L’Épître des sept voies d’Abraham Aboulafia, dont nous proposons aujourd’hui une nouvelle édition, augmentée du texte original en hébreu, a paru pour la première fois dans cette même collection en avril 1985. Il s’agissait du troisième ouvrage d’une maison d’édition débutante (et inexperte), ce qui explique en partie – mais n’excuse pas – les nombreuses imprécisions et erreurs typographiques dont pâtissait cette publication. La traduction avait été confiée à un jeune hébraïsant, Jean-Christophe Attias, dont ce fut la première publication et qui accomplit cette prouesse de livrer une traduction soignée et d’une grande honnêteté d’un texte réputé intraduisible (comme le sont les œuvres de cabale en général et celles d’Aboulafia en particulier).

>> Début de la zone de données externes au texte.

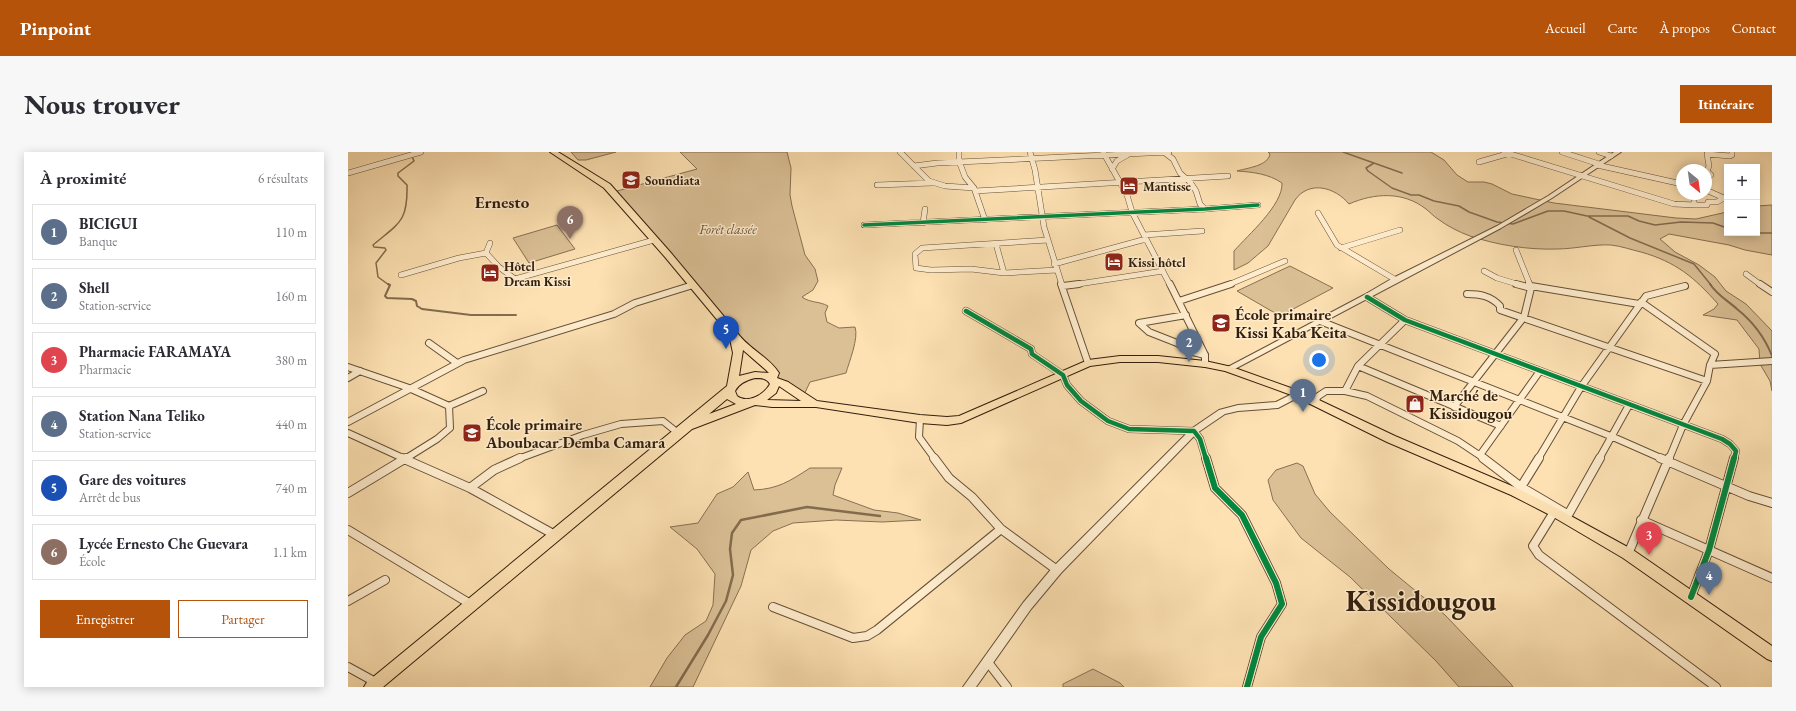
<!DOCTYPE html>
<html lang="fr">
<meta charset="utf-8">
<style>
:root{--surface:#fff;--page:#f7f7f7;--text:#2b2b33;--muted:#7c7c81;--line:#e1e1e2;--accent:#b45309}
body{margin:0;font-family:"EB Garamond",serif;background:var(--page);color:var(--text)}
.controls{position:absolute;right:12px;top:12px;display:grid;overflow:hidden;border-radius:0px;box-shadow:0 2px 10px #0003}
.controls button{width:36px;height:36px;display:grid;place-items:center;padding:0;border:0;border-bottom:1px solid var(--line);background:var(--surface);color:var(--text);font:20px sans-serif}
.compass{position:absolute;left:1328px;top:12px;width:36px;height:36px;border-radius:50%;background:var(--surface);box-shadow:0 2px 10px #0003;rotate:151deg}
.you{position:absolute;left:971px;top:208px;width:14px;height:14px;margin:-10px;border:3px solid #fff;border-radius:50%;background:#1a73e8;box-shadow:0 0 0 6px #1a73e833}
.badge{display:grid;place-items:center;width:26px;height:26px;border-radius:50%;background:var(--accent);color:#fff;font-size:13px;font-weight:700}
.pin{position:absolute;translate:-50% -33px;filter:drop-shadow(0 1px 2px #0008)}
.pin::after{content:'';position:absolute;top:21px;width:14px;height:12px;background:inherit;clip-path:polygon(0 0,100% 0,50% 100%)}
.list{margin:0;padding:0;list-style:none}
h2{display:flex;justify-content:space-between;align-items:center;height:52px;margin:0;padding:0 16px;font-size:17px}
h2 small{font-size:13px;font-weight:400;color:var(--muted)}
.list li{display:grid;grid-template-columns:26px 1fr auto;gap:12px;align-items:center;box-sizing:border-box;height:56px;margin:0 8px 8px;padding:0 8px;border:1px solid var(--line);border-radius:0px}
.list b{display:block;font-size:15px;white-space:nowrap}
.list p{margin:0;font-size:13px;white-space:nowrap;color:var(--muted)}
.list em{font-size:13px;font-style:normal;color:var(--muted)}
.actions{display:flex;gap:8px;padding:12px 16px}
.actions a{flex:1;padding:9px 0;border:1px solid var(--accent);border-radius:0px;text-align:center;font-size:14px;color:var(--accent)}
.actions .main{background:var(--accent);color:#fff}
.map{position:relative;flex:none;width:1424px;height:535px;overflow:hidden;border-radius:0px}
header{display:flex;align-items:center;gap:24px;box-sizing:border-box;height:56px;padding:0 20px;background:var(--accent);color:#fff}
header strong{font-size:19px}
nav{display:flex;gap:22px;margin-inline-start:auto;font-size:14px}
.intro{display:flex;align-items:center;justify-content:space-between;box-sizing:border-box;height:96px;padding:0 24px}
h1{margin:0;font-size:28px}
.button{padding:10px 18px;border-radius:0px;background:var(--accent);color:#fff;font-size:14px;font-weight:700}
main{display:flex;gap:24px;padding:0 24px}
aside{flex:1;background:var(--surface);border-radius:0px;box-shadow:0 2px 10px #0003}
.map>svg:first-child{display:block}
.green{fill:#dbc096;stroke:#877052}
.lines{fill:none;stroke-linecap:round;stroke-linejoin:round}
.stream-far2{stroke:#836c4e;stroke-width:1.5}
.stream-far1{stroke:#836c4e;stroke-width:2}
.stream{stroke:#836c4e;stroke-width:2.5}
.minor-far2-casing{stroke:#665036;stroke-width:6}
.minor-far1-casing{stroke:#665036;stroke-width:8}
.minor-casing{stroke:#665036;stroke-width:10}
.tertiary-casing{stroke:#665036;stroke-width:2}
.trunk-casing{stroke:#331f0d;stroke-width:2}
.minor-far2{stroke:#feeccd;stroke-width:5}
.minor-far1{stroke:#feeccd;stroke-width:6}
.minor{stroke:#feeccd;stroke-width:8}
.tertiary{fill:#feeccd;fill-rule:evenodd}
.trunk{fill:#fde1b2;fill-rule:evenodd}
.cycleway-far2-casing{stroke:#feeccd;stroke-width:5}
.cycleway-far1-casing{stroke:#feeccd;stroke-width:7}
.cycleway-casing{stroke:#feeccd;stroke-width:8}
.cycleway-far2{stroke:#00873e;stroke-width:3.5}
.cycleway-far1{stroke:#00873e;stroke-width:4.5}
.cycleway{stroke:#00873e;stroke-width:6}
.labels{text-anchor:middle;stroke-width:3;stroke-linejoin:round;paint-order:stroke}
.far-poi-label{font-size:13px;font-weight:bold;fill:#331f0d;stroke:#feeccd;text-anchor:start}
.far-park-label{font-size:13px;font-style:italic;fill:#654f36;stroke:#feeccd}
.poi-label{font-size:16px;font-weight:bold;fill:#331f0d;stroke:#feeccd;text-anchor:start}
.far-district-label{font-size:17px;font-weight:bold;fill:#331f0d;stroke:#feeccd}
.near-town-label{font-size:29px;font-weight:bold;fill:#331f0d;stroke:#feeccd}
</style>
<header>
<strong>Pinpoint</strong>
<nav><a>Accueil</a><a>Carte</a><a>À propos</a><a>Contact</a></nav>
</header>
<div class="intro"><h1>Nous trouver</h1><a class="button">Itinéraire</a></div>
<main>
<aside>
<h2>À proximité<small>6 résultats</small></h2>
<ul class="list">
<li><span class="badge" style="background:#5c6f8a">1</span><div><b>BICIGUI</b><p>Banque</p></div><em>110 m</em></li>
<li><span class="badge" style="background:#5c6f8a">2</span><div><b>Shell</b><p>Station-service</p></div><em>160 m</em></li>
<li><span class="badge" style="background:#e0444e">3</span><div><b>Pharmacie FARAMAYA</b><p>Pharmacie</p></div><em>380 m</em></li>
<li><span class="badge" style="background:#5c6f8a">4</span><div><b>Station Nana Teliko</b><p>Station-service</p></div><em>440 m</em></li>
<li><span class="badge" style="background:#1a4fb4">5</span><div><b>Gare des voitures</b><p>Arrêt de bus</p></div><em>740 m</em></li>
<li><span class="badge" style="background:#8d6e63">6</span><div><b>Lycée Ernesto Che Guevara</b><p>École</p></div><em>1.1 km</em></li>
</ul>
<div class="actions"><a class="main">Enregistrer</a><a>Partager</a></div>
</aside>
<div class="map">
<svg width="1424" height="535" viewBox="0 0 1424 535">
<rect width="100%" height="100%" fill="#fde1b2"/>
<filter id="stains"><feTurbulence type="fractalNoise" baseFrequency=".005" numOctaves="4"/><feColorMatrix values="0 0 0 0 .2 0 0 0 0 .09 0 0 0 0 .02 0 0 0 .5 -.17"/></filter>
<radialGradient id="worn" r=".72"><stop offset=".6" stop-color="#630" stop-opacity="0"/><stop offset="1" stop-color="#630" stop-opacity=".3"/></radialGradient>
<path class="green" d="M223,0H268L238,8H230Z
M332,0H439L443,16L442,43L444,54L457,103L467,117L470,129L465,138L454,145C462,151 471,149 480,154L477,161L479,170L491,176L507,175C511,186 501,210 498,221L462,230L454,247C437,234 417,219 401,204C394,197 395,191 385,186L267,46L269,39L349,17Z
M920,0H1083L1096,8L1109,23L1120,30H1136L1144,32L1164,42L1206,51L1328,66L1348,67L1379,60V81H1409V54L1424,53V103L1397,98L1381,93L1321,82L1312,87L1327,100L1351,113L1367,125L1378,139L1398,152L1424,179V239L1422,229L1412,212L1411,197L1389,168L1355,163L1366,157L1370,152C1346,125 1328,110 1293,100C1284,98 1273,94 1263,93C1246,92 1226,97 1209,97C1180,98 1149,93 1122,84C1111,80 1099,74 1090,67C1085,64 1082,60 1078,57C1055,39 1026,41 1001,52C987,35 961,28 947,48L920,94L900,111L886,118V99C900,83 935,53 934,31C921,22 905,20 889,19C899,16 920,14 922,2Z
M209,73L227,97L181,111L165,86Z
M942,114L985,136L932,164L889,139Z
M949,311L955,314L967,342L982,360L1041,417L1097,463L1163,532L1165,535H1111L1088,509L1002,425L953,386L925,348L920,328L928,318Z
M462,316H494L487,333L485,343L526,358L550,361L573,368L534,370L488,368L445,371L425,379L403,398L393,434L345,535H302L319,506L337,483L358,469L365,453L367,422L349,397L322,375L350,371L369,342L385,335L400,320L406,338C430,337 442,329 462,316Z
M745,517L772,531L776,535H715V532Z"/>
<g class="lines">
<path class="stream-far2" d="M995,0L1054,21
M1026,11L1018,16L1020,19L1044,36L1063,43H1071L1086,49L1111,54L1121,60L1149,70L1165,72L1200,59H1216L1239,64H1280L1291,69L1307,73L1333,70L1365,71L1379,76
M1241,65L1282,86L1346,112L1363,133
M1395,81H1402
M1409,81H1424
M41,133L30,125L28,111L38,98L37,96L26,95L25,93C51,71 60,70 59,33L50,24V21L66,9L62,0"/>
<path class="stream-far1" d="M40,132L42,133L37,144L39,146L64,147L68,149L69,154L74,157L123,163H168
M1362,132C1369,143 1379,148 1389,157C1404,169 1417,186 1424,204"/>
<path class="stream" d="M328,535L360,483L378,449L385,423L382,397L384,381L393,368L459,355L532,364"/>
<defs>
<path id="minor-far2" d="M552,0L581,29L597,34L626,36
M611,0V9L617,25L626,36L637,68
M682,0L687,18L696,75L714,133
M755,0L779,43L784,60L822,133
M1156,0L1326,52L1347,53L1346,50
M1214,0L1251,12
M1251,0L1263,4
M817,1L825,7L832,21L842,30L848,39L852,52L857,57
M1131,10L1162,1
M1249,13L1334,32
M566,14L589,11L821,0
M764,17L769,9L781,2
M0,21L73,0
M1363,23L1359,19L1361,14L1359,2L1382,4L1384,3V0
M529,33L584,31
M627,39L880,24
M1347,53H1359L1360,50H1369L1376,46L1358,38
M970,61L989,93L1048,128
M575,71L577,57
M516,73L857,57L910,53
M796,83L854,79
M700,88L574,96L567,102L568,116L583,118L623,117L656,121L709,118
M142,91L138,101L151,115L167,127L306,88
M648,92L656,121
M993,96L1052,78
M1168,98L1182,133
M706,112L798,87
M1136,119L1149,126L1172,133
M1398,122L1413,133
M53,123L111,106L138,101
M724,133L815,119
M880,133L937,109"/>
<path id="minor-far1" d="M713,132L740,211
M822,132L857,203V212
M1168,132L1183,136
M1412,132L1424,140
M715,134L731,132
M1183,134L1291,152
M1119,142C1132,142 1143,144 1152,154V158L1359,229
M1019,145L1057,168L1374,287L1382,292L1388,299L1386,307
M831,149L883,132
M1293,150L1367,202L1362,213
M618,159L683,197L684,202L715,223L719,233L733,249L760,269L781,277L846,279L852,287L858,307
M838,163L791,171L801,180L829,191L841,199L857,203
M972,169L1265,285L1315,307
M81,191L109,211
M1010,214L1153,274
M0,215L61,236L101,254
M0,226L12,219
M997,239L1010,214L1057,168
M968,251L969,245L978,239H997L1019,244L1110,289L1137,307
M1106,255L1176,165L1183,136L1181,132
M572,267L571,285L587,307
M0,270L116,208L266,162L287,151L345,133
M0,281L57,307
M1132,303L1192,219
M57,307L89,287L102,276L101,254L135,239
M170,307L235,283L273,272L315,269L330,281
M1190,307L1233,235L1298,144L1337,134
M1251,307L1281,253
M1321,307L1335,273L1359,229L1362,213L1424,209"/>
<path id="minor" d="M54,306L122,336L207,383
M586,306L601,326L624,345L653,377L709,418
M858,306L867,336L894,363L928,431L934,452L913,485L899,535
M1135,306L1173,335L1219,362
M1312,306L1401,344L1424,351
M1173,335L1191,306
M122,336L146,318L172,306
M0,341L58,306
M1206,360L1185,394L1191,403L1368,535
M1220,363L1252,306
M1293,368L1424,426
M0,378L124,453
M1280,402L1321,306
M1343,445L1361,398L1386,306
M0,449L37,428
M425,455L505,486L519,484L529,478L653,377
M639,509L659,535
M0,515L29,531"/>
<path id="tertiary" d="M1266,0H1273L1204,46L1153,76L883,219H877L876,217L1016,143L1045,126L1149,74L1200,44Z
M950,239L954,242L953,244L930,256L890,259L877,262L849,281L713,421L683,457L628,535H615L675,451L705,415L843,277L871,258L890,253L928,250Z"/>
<path id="trunk" d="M202,0H210L262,32L323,101L388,179C399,196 420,204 431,221L429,226L440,230L469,249L572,263L599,265L611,264L740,208L772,204H810L857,209L884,215L954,240L1047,284L1171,337L1210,357L1285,398L1424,494V509L1419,507L1275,406L1202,363L1163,343L1039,290L946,244L877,219L857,215L810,210H772L742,214L613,271L599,273L572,271L468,255H424L407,253L344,277L35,535H16L19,530L379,234L385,201L381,182L317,105L256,36ZM395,198L418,218L421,221L407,220L391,224ZM407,226C413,226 419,226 422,232C416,243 399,252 389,244L387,239C391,231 399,228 407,226ZM431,234L453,249L419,248L428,241ZM379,247L388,252L361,262Z"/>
</defs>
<use href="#minor-far2" class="minor-far2-casing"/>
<use href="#minor-far1" class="minor-far1-casing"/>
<use href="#minor" class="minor-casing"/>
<use href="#tertiary" class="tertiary-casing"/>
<use href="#trunk" class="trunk-casing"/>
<use href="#minor-far2" class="minor-far2"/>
<use href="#minor-far1" class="minor-far1"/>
<use href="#minor" class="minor"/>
<use href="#tertiary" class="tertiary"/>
<use href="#trunk" class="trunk"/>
<defs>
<path id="cycleway-far2" d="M516,73L857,57L910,53"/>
<path id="cycleway-far1" d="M1019,145L1057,168L1374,287L1382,292L1388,299L1386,307
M618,159L683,197L684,202L715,223L719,233L733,249L760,269L781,277L846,279L852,287L858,307"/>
<path id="cycleway" d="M858,306L867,336L894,363L928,431L934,452L913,485L899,535
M1343,445L1361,398L1386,306"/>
</defs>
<use href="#cycleway-far2" class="cycleway-far2-casing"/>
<use href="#cycleway-far1" class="cycleway-far1-casing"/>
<use href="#cycleway" class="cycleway-casing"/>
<use href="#cycleway-far2" class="cycleway-far2"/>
<use href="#cycleway-far1" class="cycleway-far1"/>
<use href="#cycleway" class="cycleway"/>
</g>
<defs>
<symbol id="school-square" viewBox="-11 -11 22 22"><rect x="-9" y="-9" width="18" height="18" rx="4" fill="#8f2418" stroke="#feeccd"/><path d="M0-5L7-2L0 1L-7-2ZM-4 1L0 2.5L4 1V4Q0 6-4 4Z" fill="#fff"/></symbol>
<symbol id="hotel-square" viewBox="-11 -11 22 22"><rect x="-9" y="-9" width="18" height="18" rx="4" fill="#8f2418" stroke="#feeccd"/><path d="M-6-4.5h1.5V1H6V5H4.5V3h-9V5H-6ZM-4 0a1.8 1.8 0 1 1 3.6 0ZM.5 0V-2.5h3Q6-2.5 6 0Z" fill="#fff"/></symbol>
<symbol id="shop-square" viewBox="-11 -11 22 22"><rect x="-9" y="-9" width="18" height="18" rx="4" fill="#8f2418" stroke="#feeccd"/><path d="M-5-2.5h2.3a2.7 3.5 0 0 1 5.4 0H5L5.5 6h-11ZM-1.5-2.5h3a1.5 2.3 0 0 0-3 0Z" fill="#fff"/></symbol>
</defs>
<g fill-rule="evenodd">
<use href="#school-square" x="272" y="17" width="22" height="22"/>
<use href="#hotel-square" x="770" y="23" width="22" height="22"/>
<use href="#hotel-square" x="755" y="99" width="22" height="22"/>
<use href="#hotel-square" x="131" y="110" width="22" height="22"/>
<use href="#school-square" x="862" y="160" width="22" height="22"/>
<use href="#shop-square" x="1056" y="241" width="22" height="22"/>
<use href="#school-square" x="113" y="270" width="22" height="22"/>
</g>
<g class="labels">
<g class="far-poi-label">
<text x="297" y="33">Soundiata</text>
<text x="795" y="39">Mantisse</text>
<text x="780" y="115">Kissi hôtel</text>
<text x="156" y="119">Hôtel<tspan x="156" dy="15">Dream Kissi</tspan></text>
</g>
<g class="far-park-label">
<text x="380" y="82">Forêt classée</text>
</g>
<g class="poi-label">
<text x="887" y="168">École primaire<tspan x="887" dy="18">Kissi Kaba Keita</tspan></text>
<text x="1081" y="249">Marché de<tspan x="1081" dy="18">Kissidougou</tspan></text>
<text x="138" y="278">École primaire<tspan x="138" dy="18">Aboubacar Demba Camara</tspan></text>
</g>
<g class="far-district-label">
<text x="154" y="56">Ernesto</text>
</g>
<g class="near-town-label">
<text x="1073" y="459">Kissidougou</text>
</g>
</g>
<rect width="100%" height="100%" filter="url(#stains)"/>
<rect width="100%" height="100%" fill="url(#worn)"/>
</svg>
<div class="controls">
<button>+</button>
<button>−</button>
</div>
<svg class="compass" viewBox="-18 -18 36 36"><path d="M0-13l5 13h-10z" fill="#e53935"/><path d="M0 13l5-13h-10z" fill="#7c7c81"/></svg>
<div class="you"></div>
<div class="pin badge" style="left:955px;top:260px;background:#5c6f8a">1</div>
<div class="pin badge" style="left:841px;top:210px;background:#5c6f8a">2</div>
<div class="pin badge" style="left:1301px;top:403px;background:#e0444e">3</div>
<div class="pin badge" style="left:1361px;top:443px;background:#5c6f8a">4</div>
<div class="pin badge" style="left:378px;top:197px;background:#1a4fb4">5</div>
<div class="pin badge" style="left:222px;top:87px;background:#8d6e63">6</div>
</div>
</main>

À vingt-trois ans d’intervalle, réviser une telle traduction supposait de la remanier en profondeur, ce qui n’était pas envisageable, non seulement parce que «chacun va son chemin», mais aussi parce que, sous cette forme, elle continuait de mériter pleinement à nos yeux la publication et fut, pour ceux qui la découvrirent alors, une véritable révélation. Pour la première fois, en effet, il était possible de lire une traduction d’Aboulafia, si l’on ne tient pas compte de celles en latin, restées manuscrites, réalisées par l’énigmatique Flavius Mithridate pour le comte Jean Pic de la Mirandole. C’est donc cette même traduction, avec ces mêmes «blancs» obligés, dont s’explique le traducteur dans sa note, que nous republions ici, enrichie toutefois des termes en hébreu (qui faciliteront la compréhension des passages de guématria) et du texte établi par Jellinek pour les lecteurs hébraïsants. Ce sont également les mêmes préface (de Shmuel ­Trigano) et postface – légèrement augmentée – (de Patricia Farazzi) qui accompagnent l’Épître, selon le principe de cette collection qui voulait encadrer un texte philosophique d’une préface d’un penseur contemporain et d’une postface littéraire, en forme de vie imaginaire de l’auteur, sur le modèle des Vies imaginaires, pour éviter, comme l’écrivait Marcel Schwob, que «la science historique» ne nous laissât «dans l’incertitude sur les individus». Et l’«individu» Aboulafia, incertain et marginal s’il en fut, ne se laissait pas facilement enfermer par la science historique.
Depuis cette édition française ont paru deux autres traductions de l’Épître: la première en italien (dans le volume Mistica ebraica, édité par Giulio Busi et Elena Loewenthal, Einaudi, 1995, dont l’appareil de notes est largement inspiré de notre édition) et la deuxième en anglais (The Seven Paths of Torah, Providence University, 2007).Une édition en hébreu a finalement été publiée en 1999 dans le cadre d’un projet d’édition des œuvres d’Aboulafia par Amnon Gross: Iggeret Sheva Netivot ha-Torah, dans le volume Gan Na‘ul, Jérusalem, 1999. Sans être une édition critique, le projet de Gross a le mérite de mettre à la disposition du public les textes eux-mêmes sur la base des manuscrits dont il dispose. C’est en tout cas la seule possibilité, à ce jour, d’accéder à cet extraordinaire corpus de textes, en attendant que le professeur Moshe Idel, de l’Université hébraïque de Jérusalem, ne nous livre une édition critique, qu’il semble annoncer au fil de ses propres publications depuis plusieurs années.
Nous tenons à remercier ici tous ceux qui rendirent possible, alors, cette publication, comme ceux qui, par leur fidélité à un projet éditorial improbable, ont permis aujourd’hui qu’elle reparaisse enrichie. Nos remerciements vont également à la Bibliothèque de l’Alliance Israélite Universelle (et à son personnel compétent), qui nous a autorisé à reproduire l’édition fac-similé du texte original hébreu, tiré de son fond et répertorié sous la cote H 7237. Les chiffres en gras et entre crochets qui figurent dans la traduction française correspondent à la pagination de l’édition Jellinek.
Notice biographique







1240 Naissance d’Abraham ben Samuel Aboulafia à Saragosse.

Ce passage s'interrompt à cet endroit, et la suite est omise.